Work order – Every line in the listing that holds "align" counts once; state the total and nothing more.

*** Block opens ***

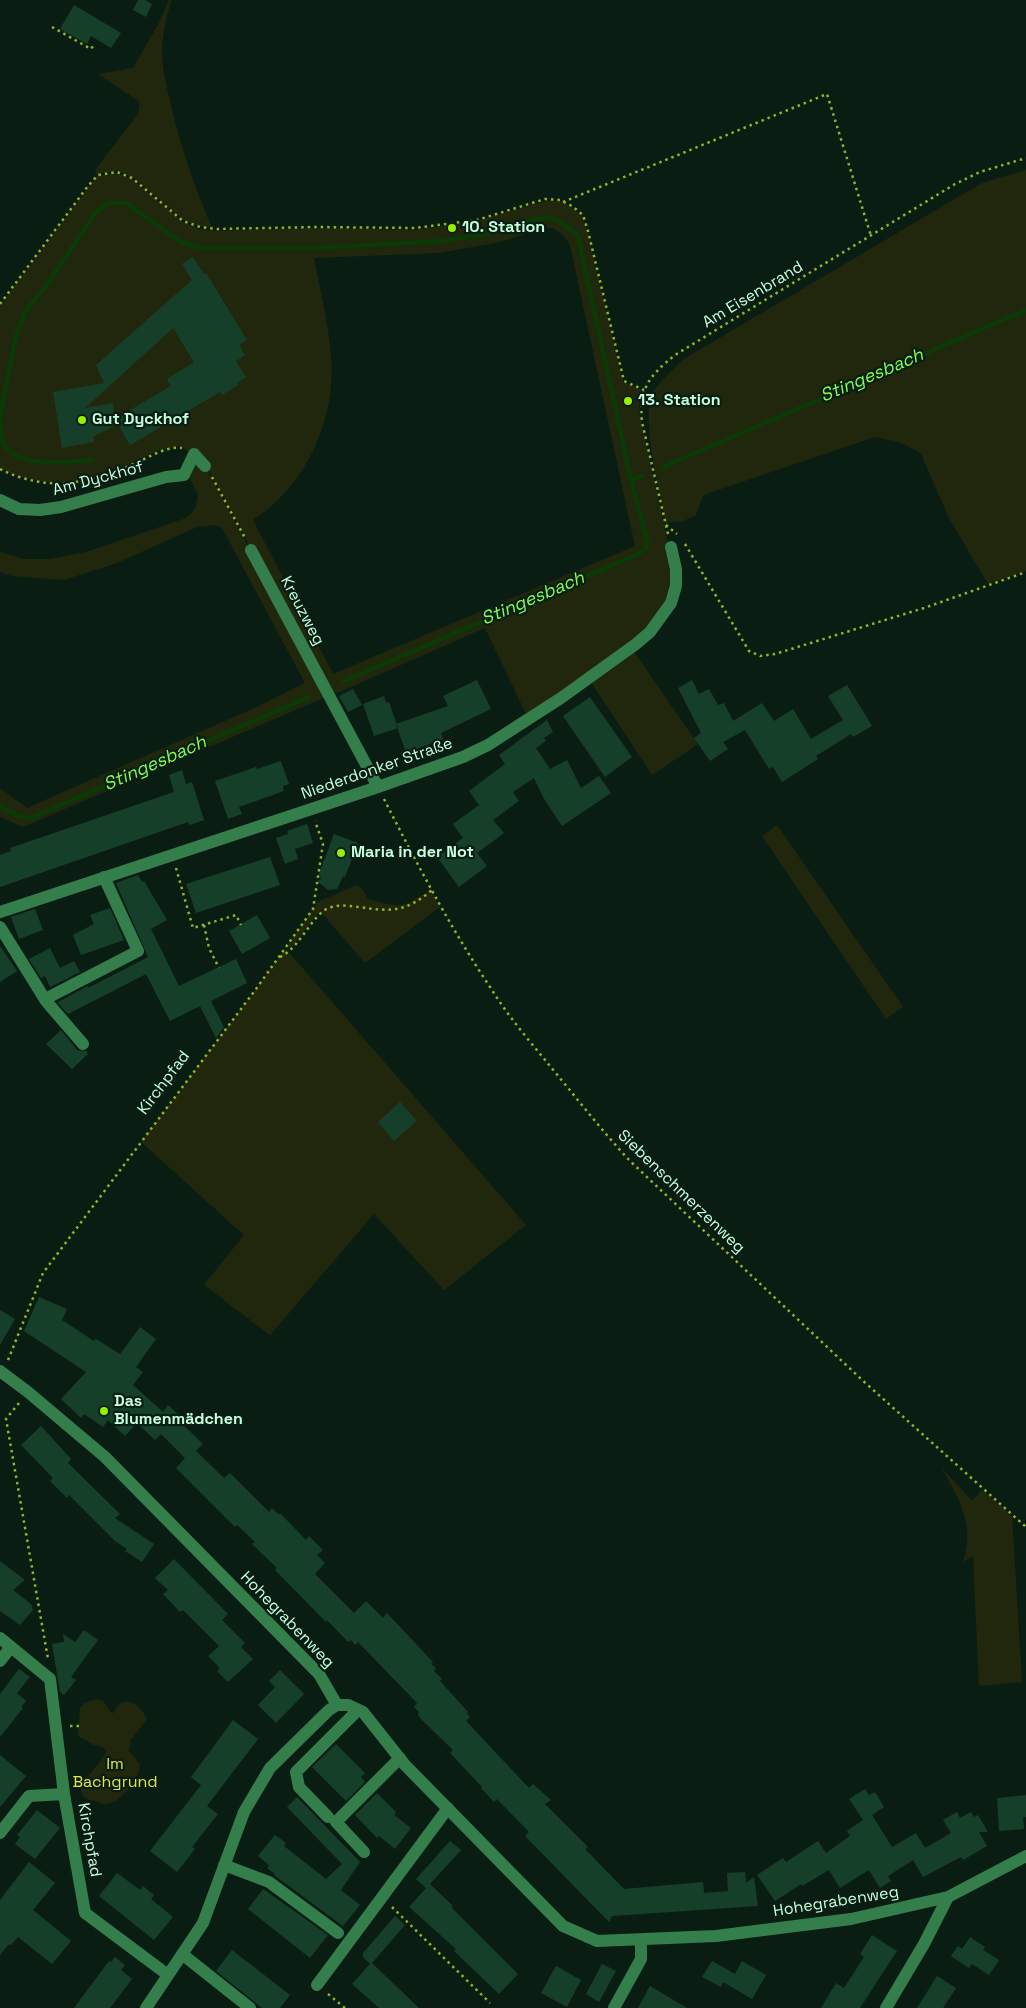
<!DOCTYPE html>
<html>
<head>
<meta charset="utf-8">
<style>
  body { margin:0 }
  canvas { display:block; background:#0a1d13 }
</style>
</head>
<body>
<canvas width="1026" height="2008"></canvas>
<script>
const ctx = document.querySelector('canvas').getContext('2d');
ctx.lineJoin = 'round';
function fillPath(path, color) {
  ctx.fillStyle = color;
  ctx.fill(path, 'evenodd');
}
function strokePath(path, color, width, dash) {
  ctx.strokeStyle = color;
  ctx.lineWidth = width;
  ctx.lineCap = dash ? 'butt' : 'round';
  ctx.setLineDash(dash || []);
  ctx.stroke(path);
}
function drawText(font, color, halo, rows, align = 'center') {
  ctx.font = font + ' "Space Grotesk",sans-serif';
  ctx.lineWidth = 4.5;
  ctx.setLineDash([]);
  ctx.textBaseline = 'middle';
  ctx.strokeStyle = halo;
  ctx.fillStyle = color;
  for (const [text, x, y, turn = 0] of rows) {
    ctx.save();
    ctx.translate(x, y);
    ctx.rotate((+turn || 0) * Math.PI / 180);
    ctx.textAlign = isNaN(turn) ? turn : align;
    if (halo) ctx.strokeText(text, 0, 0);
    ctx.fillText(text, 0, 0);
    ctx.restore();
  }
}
const green = new Path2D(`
  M169 0H171C167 17 162 35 162 52 162 67 166 83 169 97 179 142 194 186 212 228L200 226 184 220 133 177 118 171 96 174 95 170 138 114 140 102 98 74 133 68 158 25Z
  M1026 170V571L988 584 949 518 921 454C907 443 891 440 875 437L703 495 696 515 683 521 666 523C661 496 639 414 654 391 661 380 673 370 682 360L982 183Z
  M117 173 132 179 183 222 199 229 217 231 317 228 415 230 477 221 546 201H560L571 207 581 215 587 231 623 382 642 390 639 405 641 422 674 568V586L659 620 528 718 485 628 330 696 215 481C206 465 196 455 180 446 173 447 165 449 158 451 145 455 135 463 123 468 81 485 42 489 0 468V429C2 446 4 451 20 458L10 452 3 442 1 419 17 336 25 313 46 287 97 213 109 204 125 205 143 216 145 215 126 202H108L96 211 45 285 23 312 15 335 0 412V306L97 176ZM553 228 564 236 570 245 635 546 333 674 253 520C298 491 326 439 331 386 335 349 321 295 314 258L438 253 496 243 542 229Z
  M194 455 205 466 213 481 328 696 23 827 0 817V788L27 808 259 706 305 683 222 528 215 525 197 527 117 563 64 580 12 576 0 572V552L24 559H51L86 552 186 518 195 509 198 495 190 479 185 475Z
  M632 649 698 744 652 775 589 679Z
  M777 825 903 1007 886 1019 762 836Z
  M356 885 361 887 368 899C378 902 394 907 405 904 414 901 421 894 431 891L440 907 365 963 320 911 290 949 287 946 318 902Z
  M286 949 526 1225 444 1290 374 1214 270 1335 204 1285 244 1235 141 1142Z
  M941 1467 972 1501 982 1490 1012 1516 1022 1682 979 1686 973 1556 963 1562C976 1525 959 1499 941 1467Z
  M96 1699C104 1700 107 1705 110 1712L114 1713 117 1706 122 1702C135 1700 142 1709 147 1719L130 1741 131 1745 128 1750 140 1764C139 1778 121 1804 105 1804 102 1804 97 1802 94 1801 87 1799 84 1799 81 1792 83 1777 104 1761 106 1751L103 1747 94 1745 78 1736 80 1708 85 1703Z`);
const stream = new Path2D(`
  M0 417 16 336 25 312 46 286 96 212 108 203H126L181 242 200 248H316L441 241 489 233 536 219 551 218 565 225 578 236 631 480 647 540 646 548 638 554 344 681
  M0 421C1 428 0 438 4 444 17 469 69 462 93 460
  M663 467 1026 310
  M631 480 642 476
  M0 806 18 816 31 818 309 697`);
const building = new Path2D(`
  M138 0H145L152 4 146 17 133 10Z
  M74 5 121 33 111 48 91 36 87 44 60 29Z
  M193 257 204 274 206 273 247 340 239 345 245 355 236 361 246 377 237 383 238 385 222 395 220 392 130 445 116 421V425L93 437 94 442 62 448 53 392 104 383 96 365 192 280 182 264ZM173 328 194 362 167 379 171 386 115 419 113 403 85 408Z
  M477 680 491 709 441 733 443 739 406 753 396 724 448 706 443 696Z
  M692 680 699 694 709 689 718 705 724 703 733 721 762 703 774 721 793 709 811 739 843 720 828 696 847 685 872 726 853 737 851 734 816 756 818 759 782 782 773 767 769 769 745 730 723 742 728 749 710 761 694 738 701 733 678 688Z
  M353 689 362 705 348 712 339 696Z
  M384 696 386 703 389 702 398 728 374 736 363 704Z
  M590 697 632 757 605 777 563 716Z
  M547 720 553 732 544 738 546 741 536 748 550 769 567 760 581 788 599 776 611 793 562 826 543 797 534 778 513 792 519 801 493 820 504 833 477 853 487 866 459 887 437 857 463 838 453 824 479 805 469 791 505 764 499 755Z
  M281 761 289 784 283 786 284 791 239 807 242 814 228 819 215 781 256 767 257 769Z
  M182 770 186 784 192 782 204 820 190 825 188 822 0 887V855L11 851 10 848 174 792 169 775Z
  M307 824 313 843 295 849 298 859 285 864 276 838 288 834 287 831Z
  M334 834 358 843 345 877 343 876 337 889 328 890 317 881 321 879 319 874Z
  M270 857 280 885 196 913 186 884Z
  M138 875 142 882 144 881 167 920 151 929 179 986 236 959 247 983 211 1001 224 1027 216 1038 200 1006 170 1021 146 974 68 1014 58 1003V1002L88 986V988L148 957 116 883Z
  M110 908 124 940 81 955 73 935 94 924 90 915Z
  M35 909 43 930 19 939 11 917Z
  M257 915 270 938 242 954 229 931Z
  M0 946 17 971 0 982Z
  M50 948 60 968 74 961 80 972 50 987 45 976 41 978 29 959Z
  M61 1030 77 1050 86 1051 88 1054 72 1069 46 1044Z
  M400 1102 417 1121 394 1141 378 1122Z
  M39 1297 67 1309 62 1320 94 1341 96 1339 120 1354 140 1327 156 1339 136 1367 143 1372 133 1385 163 1412 168 1405 179 1415 176 1418 203 1444 196 1451 224 1478 230 1473 269 1512 272 1508 279 1515 280 1513 306 1540 309 1536 323 1550 317 1555 325 1563 315 1574 354 1613 366 1601 383 1618 387 1613 433 1662 431 1664 436 1668 434 1671 442 1679 440 1681 468 1712 467 1713 470 1717 466 1721 529 1788 533 1784 551 1800 545 1804 588 1847 585 1849 624 1889 703 1882 704 1893 728 1891 727 1873 745 1872 746 1883 754 1877 758 1906 612 1916 609 1922 525 1836 529 1832 497 1799 494 1802 481 1788 482 1787 450 1753 453 1750 420 1718 418 1714 419 1712 414 1707 417 1703 358 1642 355 1645 351 1640 348 1642 327 1620 326 1622 275 1570 277 1568 252 1544 255 1542 237 1525 235 1527 176 1468 185 1458 161 1434 155 1440 137 1423 125 1436 108 1420 103 1427 84 1414 81 1418 61 1399 86 1372 24 1331Z
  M0 1310 15 1319 0 1345Z
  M41 1426 71 1459 68 1463 120 1514 115 1518 154 1544 142 1562 125 1551 127 1549 115 1541 69 1495 67 1498 50 1481 53 1478 21 1445Z
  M174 1559 228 1614 222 1620 245 1643 241 1647 253 1659 228 1682 217 1671 220 1668 208 1656 219 1646 183 1610 180 1612 163 1594 168 1590 155 1578Z
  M0 1561 25 1580 13 1590 31 1604 33 1610 20 1625 0 1611Z
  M84 1630 98 1640 71 1677 76 1680 64 1695 60 1692 52 1644 64 1642 63 1634 75 1642Z
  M19 1669 30 1677 17 1693 26 1701 21 1707 23 1708 0 1737V1694Z
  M280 1670 304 1694 276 1723 258 1705 275 1687 269 1681Z
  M233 1720 258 1739 207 1806 218 1814 192 1847 195 1849 177 1872 150 1851 201 1785 191 1777Z
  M336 1744 365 1773 361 1777 365 1782 346 1801 312 1767Z
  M0 1755 26 1776 0 1807Z
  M865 1789 869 1795 875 1792 884 1807 872 1815 892 1847 916 1833 925 1848 951 1833 943 1820 957 1812 960 1818 971 1812 974 1817 978 1815 988 1832H979L987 1846 963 1860 961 1857 923 1877 913 1860 888 1876 891 1881 880 1888 869 1870 840 1888 829 1870 802 1886 801 1884 775 1901 757 1875 783 1858 786 1862 818 1841 826 1853 850 1836 847 1831 863 1820 849 1799Z
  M377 1793 396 1812 394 1815 411 1828 395 1849 379 1836 377 1838 355 1815Z
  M1026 1795V1817H1023L1024 1829 999 1831 997 1798Z
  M297 1797 360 1862 341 1890 360 1905 343 1926 274 1875 275 1874 267 1868 269 1865 258 1856 275 1835 286 1843 284 1846 326 1879 342 1864 287 1807Z
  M37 1810 60 1828 35 1859 15 1844 20 1837 17 1835Z
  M450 1841 461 1850 430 1884 453 1906 451 1907 518 1974 499 1994 454 1951 456 1949 409 1907 426 1888 416 1879Z
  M29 1862 55 1883 33 1910 71 1941 52 1964 18 1937 11 1945 9 1944 0 1955V1900Z
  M117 1873 140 1890 143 1886 149 1891 154 1895 151 1899 173 1917 154 1940 99 1896Z
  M263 1889 328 1935 310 1958 248 1909Z
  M395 1916 405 1925 372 1963 419 2008H379L352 1984 370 1964 363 1957V1953Z
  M872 1935 897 1951 860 2008H821L836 1983 844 1988 864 1957 860 1954Z
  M970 1937 985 1947 983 1950 999 1960 989 1975 972 1964 969 1968 951 1956 958 1946 962 1949Z
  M232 1950 290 1995 280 2008H262L216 1971Z
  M115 1957 125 1965 121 1970 132 1979 110 2008H74L109 1961 111 1962Z
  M712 1961 735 1974 742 1961 766 1975 752 1999 723 1982 721 1987 702 1977Z
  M602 1964 616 1971 599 2002 586 1994Z
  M556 1966 581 1980 567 2007 541 1993Z
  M937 1976 956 1988 943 2008H917Z
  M650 1986 687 2008H638Z`);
const path = new Path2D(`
  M52 27 91 49 95 43
  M563 202 827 94 871 236
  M0 304 88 186 98 175 117 172 132 178 183 221 200 227 217 229 316 227 415 228 477 220 545 199 560 200 572 206 583 215 588 231 624 381 644 390
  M0 469C48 493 91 484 138 462 151 456 167 446 182 448
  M212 477 245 538
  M666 525 677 534
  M668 534 642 422C639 388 649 376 675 355L955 184 980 172 1026 158
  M685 544 749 651 760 656 775 654 924 608 1026 572
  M384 799C417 864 451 929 492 990 510 1019 533 1045 554 1071 579 1101 603 1132 630 1161L861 1379 1026 1527
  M176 868 193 928 236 915 241 925
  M204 925 209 948 219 968
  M280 957C301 947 312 914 329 908 339 904 349 906 359 907 392 912 406 912 432 890
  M8 1360 43 1273 256 989 313 909 323 844 315 821
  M19 1403 6 1419 48 1659
  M70 1726H79
  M392 1907 490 2003
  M328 1994 345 2008`);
const minor = new Path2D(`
  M0 500 19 509 40 510 61 507 166 477 184 475 194 454 205 466
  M251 550 378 787
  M0 912 378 787 463 757 488 745 561 698 636 644 650 632 671 603 676 586V569L671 547
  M0 927 46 1001 83 1044
  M51 996 138 951 104 877
  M0 1371 28 1392 105 1457 319 1674 337 1705
  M0 1638 11 1647 0 1661
  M11 1647 50 1679 64 1794 85 1913 168 1975
  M328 1817 299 1787 296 1772 358 1710
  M0 1833 29 1796 64 1794
  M364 1852 336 1822 400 1758
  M224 1865 269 1882 338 1933
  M182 1954 250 2008
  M317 1985 448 1808
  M146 2008 203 1923 244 1812 270 1768 329 1710 337 1705H348L363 1712 405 1765 563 1926 597 1941 716 1936 851 1919 948 1897 1026 1856
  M614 2008 641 1959V1940
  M886 2008 924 1944 948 1897`);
const markers = [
  [452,228,5,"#95f100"],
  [628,401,5,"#95f100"],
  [82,420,5,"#95f100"],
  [341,853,5,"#95f100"],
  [104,1411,5,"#95f100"]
];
const poiNames = [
  ["10. Station",462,228],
  ["13. Station",638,401],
  ["Gut Dyckhof",92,420],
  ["Maria in der Not",351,853],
  ["Das",114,1402],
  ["Blumenmädchen",114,1420]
];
const streetNames = [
  ["Am Eisenbrand",753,295,-31],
  ["Am Dyckhof",98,479,-15],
  ["Kreuzweg",302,611,62],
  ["Niederdonker Straße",377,769,-19],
  ["Kirchpfad",164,1083,-53],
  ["Siebenschmerzenweg",681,1192,44],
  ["Hohegrabenweg",287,1620,46],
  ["Kirchpfad",89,1840,80],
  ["Hohegrabenweg",836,1902,-9]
];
const parkNames = [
  ["Im",115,1765],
  ["Bachgrund",115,1783]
];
const waterNames = [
  ["Stingesbach",872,376,-23],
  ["Stingesbach",533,599,-23],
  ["Stingesbach",155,764,-24]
];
fillPath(green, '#21270d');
strokePath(stream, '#0a3a06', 4.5);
fillPath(building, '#163f2a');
strokePath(path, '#93b327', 2.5, [2.5, 4]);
strokePath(minor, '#337e4b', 12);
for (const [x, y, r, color] of markers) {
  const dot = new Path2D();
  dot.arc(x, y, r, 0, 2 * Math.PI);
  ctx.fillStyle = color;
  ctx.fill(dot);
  strokePath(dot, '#0a1d13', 2);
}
drawText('bold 16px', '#c6ffdd', '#0a1d13', poiNames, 'left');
drawText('16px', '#c6ffdd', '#0a1d13', streetNames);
drawText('16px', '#dfe44d', '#0a1d13', parkNames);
drawText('italic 18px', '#80ff54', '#0a1d13', waterNames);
</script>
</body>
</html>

*** Block closes ***

Finished task – 2